BRIEF
Say only the number of lines in the entries below that contain "labels".

THE RECORDS

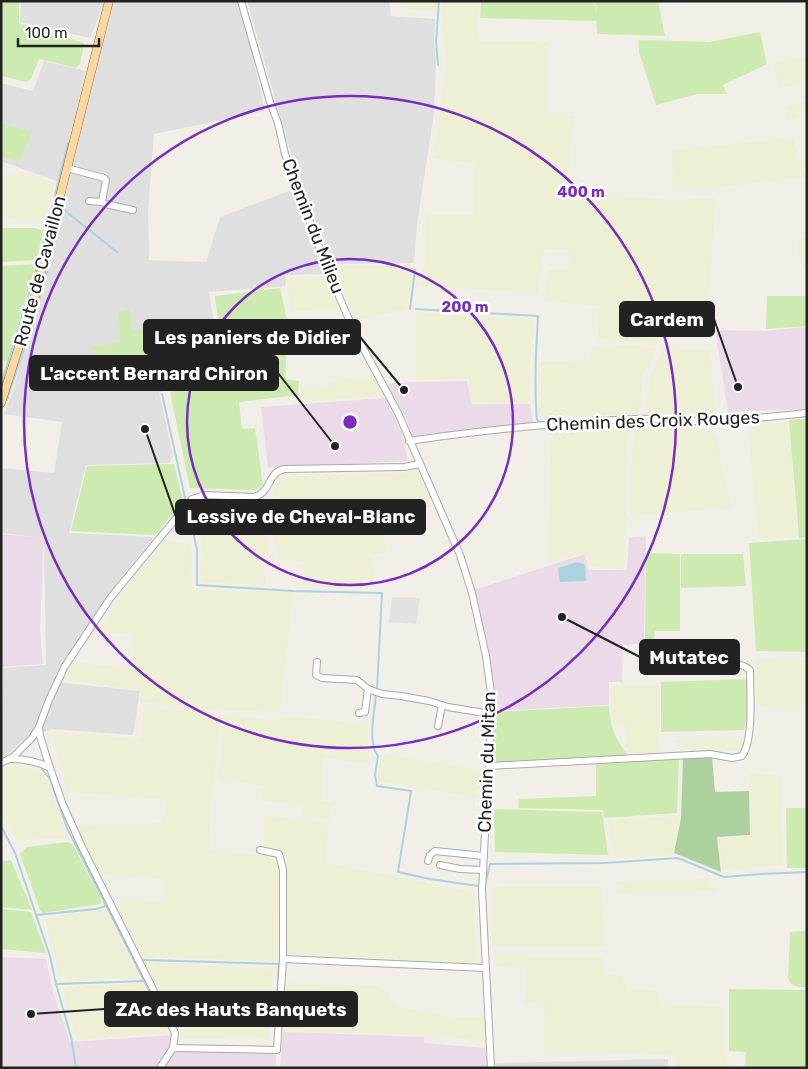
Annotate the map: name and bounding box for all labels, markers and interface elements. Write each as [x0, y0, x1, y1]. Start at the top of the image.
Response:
---
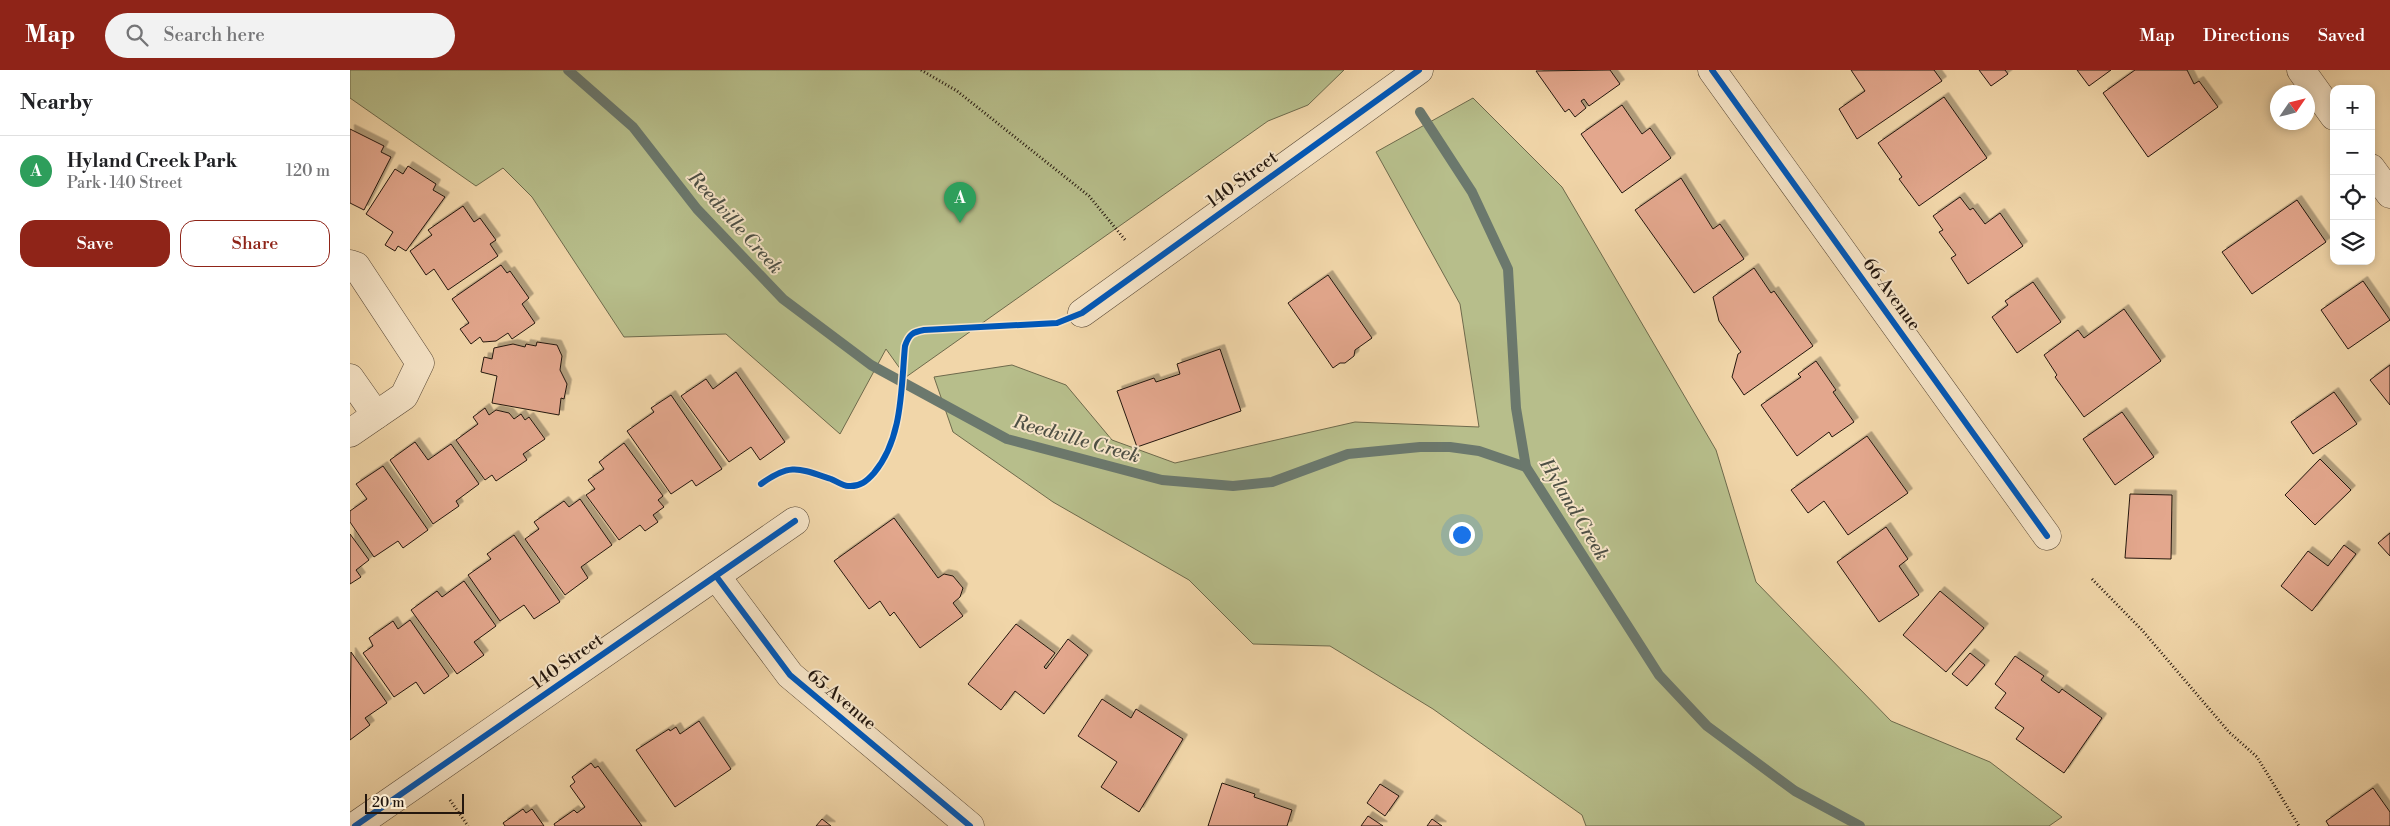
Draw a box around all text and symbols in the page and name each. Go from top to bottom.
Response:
...
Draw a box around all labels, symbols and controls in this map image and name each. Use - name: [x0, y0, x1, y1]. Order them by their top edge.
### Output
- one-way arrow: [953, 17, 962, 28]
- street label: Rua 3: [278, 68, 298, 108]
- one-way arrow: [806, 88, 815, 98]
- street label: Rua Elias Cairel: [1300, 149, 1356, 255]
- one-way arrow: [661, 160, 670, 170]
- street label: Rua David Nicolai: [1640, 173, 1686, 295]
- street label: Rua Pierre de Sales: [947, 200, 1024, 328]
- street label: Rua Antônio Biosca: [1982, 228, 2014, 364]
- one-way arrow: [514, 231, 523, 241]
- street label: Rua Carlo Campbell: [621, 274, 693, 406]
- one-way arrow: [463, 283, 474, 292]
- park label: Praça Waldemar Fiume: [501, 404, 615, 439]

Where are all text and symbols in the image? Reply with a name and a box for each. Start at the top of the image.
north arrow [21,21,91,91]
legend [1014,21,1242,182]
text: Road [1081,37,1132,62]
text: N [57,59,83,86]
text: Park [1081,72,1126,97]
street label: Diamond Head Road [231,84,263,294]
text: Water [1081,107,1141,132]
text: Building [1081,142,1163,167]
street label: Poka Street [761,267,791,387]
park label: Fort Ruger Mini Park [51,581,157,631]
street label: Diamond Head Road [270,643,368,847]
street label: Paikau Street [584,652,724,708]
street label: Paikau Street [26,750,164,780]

ANSWER BOX
2